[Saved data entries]
^^^^^^^^

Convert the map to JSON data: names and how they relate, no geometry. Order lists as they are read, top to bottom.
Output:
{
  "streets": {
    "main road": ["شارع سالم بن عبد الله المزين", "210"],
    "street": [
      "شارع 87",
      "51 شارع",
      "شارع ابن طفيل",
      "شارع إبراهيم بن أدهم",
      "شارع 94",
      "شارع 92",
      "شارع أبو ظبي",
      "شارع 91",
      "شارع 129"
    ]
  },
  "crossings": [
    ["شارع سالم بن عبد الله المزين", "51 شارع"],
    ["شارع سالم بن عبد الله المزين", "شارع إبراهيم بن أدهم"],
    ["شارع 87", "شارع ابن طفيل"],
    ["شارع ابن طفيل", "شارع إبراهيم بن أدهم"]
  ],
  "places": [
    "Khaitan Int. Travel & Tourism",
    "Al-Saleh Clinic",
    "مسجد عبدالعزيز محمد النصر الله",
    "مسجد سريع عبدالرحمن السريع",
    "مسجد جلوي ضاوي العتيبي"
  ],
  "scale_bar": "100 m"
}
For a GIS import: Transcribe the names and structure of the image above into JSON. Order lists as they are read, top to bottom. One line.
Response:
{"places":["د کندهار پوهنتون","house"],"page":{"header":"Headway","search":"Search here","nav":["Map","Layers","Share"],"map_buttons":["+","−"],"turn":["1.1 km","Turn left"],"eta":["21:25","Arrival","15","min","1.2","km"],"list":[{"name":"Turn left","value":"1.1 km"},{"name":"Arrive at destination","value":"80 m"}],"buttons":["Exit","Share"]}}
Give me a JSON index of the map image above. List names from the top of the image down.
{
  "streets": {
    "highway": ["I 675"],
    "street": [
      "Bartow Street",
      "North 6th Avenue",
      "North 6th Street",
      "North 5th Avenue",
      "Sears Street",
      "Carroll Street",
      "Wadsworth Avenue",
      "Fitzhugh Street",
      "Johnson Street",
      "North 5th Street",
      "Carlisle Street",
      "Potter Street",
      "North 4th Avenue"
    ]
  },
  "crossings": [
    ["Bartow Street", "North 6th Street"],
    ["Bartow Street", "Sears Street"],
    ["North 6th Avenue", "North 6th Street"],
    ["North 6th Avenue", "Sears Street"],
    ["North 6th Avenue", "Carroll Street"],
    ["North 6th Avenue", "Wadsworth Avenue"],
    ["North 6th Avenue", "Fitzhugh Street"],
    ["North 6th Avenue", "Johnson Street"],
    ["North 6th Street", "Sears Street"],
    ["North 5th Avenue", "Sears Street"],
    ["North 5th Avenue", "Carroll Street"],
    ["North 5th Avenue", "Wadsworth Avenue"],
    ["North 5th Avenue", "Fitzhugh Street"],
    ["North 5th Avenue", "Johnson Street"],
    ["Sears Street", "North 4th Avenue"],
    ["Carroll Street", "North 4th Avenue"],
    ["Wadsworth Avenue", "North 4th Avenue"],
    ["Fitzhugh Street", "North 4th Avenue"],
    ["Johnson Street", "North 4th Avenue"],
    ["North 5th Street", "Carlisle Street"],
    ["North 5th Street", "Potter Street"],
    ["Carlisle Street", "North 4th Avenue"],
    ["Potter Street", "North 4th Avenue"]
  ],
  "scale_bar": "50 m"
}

^^^^^^^^

* **Exercise objective**
Identify the lines in the entries above that contain "they", then copy them out.

* **Written answer**
Convert the map to JSON data: names and how they relate, no geometry. Order lists as they are read, top to bottom.
For a GIS import: Transcribe the names and structure of the image above into JSON. Order lists as they are read, top to bottom. One line.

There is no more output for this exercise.